59. Although these data proxies might be relevant to credit assessments in some societies, they will be, at best, unhelpful distractions, or at worst damaging in others. For example, their deployment in some developing countries where much of the population might have no fixed address, may have had little formal education and may be self-employed would deny, in perpetuity, access to credit.

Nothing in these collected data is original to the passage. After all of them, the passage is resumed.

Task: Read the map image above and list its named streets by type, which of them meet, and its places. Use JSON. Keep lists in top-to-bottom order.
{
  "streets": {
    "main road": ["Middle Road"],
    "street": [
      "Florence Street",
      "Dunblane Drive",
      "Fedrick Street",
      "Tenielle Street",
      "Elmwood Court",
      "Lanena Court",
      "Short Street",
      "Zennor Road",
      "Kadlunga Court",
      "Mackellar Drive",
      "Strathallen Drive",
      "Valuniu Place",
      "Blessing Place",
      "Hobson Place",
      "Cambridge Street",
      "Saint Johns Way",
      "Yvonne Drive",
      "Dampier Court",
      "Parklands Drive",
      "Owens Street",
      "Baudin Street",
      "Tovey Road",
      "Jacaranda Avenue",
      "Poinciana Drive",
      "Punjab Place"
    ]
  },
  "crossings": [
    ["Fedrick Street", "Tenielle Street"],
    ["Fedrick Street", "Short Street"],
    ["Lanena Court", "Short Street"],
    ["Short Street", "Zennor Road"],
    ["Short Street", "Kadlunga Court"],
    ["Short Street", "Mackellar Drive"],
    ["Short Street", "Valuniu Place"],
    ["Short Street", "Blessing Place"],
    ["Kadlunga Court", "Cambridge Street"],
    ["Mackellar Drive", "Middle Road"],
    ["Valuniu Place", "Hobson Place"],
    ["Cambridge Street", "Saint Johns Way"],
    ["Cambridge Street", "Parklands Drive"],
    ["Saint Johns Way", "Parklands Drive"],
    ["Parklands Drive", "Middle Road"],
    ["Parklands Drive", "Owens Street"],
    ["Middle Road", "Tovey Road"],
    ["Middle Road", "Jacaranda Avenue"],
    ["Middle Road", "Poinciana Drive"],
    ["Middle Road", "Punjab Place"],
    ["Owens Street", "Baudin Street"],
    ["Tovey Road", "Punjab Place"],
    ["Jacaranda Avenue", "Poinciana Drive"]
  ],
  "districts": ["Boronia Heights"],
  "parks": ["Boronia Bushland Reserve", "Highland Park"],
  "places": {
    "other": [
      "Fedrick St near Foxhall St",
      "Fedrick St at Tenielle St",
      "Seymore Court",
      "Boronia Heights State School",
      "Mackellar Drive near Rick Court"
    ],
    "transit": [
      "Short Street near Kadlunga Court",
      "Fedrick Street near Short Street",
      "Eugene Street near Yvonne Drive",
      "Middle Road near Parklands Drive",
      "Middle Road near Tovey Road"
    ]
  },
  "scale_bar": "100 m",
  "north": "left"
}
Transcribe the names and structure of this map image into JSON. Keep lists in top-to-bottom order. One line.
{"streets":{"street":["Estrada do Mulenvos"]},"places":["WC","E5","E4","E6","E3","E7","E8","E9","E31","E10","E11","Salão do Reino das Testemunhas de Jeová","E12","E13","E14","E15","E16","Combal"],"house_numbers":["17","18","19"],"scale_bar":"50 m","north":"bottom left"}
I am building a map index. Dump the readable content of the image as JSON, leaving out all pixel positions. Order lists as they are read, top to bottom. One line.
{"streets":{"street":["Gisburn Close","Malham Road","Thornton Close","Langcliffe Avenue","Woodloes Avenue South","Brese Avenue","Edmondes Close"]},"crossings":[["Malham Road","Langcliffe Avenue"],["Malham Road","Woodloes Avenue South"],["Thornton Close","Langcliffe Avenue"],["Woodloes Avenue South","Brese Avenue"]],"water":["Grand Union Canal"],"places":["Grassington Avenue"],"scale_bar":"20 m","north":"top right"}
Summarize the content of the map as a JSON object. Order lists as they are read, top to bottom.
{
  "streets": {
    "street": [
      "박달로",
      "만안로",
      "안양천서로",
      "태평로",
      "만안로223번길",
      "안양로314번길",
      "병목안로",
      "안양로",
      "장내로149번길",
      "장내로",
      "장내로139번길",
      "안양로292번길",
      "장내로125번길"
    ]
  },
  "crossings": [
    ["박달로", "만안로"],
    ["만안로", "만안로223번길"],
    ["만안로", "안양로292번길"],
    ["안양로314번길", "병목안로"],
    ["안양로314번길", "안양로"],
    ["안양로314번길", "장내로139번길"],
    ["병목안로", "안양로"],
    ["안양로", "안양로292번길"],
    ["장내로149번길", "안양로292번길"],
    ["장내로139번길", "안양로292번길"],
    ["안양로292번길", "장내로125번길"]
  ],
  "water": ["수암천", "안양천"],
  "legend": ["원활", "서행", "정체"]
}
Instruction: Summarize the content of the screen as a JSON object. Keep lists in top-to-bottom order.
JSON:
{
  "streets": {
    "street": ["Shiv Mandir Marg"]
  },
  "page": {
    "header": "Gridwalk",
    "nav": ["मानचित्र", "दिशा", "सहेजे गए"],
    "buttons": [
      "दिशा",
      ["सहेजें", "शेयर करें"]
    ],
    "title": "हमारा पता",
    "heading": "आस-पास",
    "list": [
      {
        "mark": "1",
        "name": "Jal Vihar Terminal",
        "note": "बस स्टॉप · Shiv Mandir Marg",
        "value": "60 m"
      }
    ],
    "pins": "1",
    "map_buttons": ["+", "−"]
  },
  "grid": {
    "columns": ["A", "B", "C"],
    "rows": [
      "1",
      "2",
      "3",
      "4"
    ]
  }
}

60. On the other hand, algorithms that analyse non-traditional forms of data could show that a person without a conventional credit history nevertheless could be a good risk – thus enabling human development.42
2. The problem of imperfect data
61. The raw material that fuels algorithms is data, but not all data is accurate, sufficiently comprehensive, up-to-date or reliable.43 The provenance of some data, for example taxation records, can usually readily be established, but their accuracy may vary from taxation agency to taxation agency within one State and between States. Other data sources may have been drawn from antiquated databases never properly cleansed or from insecure sources or where there have been inappropriate data entry and record-keeping standards.
62. The role of algorithms is to process data, and they ‘are therefore subject to a limitation shared by all types of data-processing, namely that the output can never exceed the input.44 The ‘garbage in/garbage out’ principle applies.
3. The choice of data
63. This risk is similar to that noted in the previous paragraph. Just as poor data produces poor outcomes, the selection of inappropriate or irrelevant data also produces outcomes that can be unreliable and misleading.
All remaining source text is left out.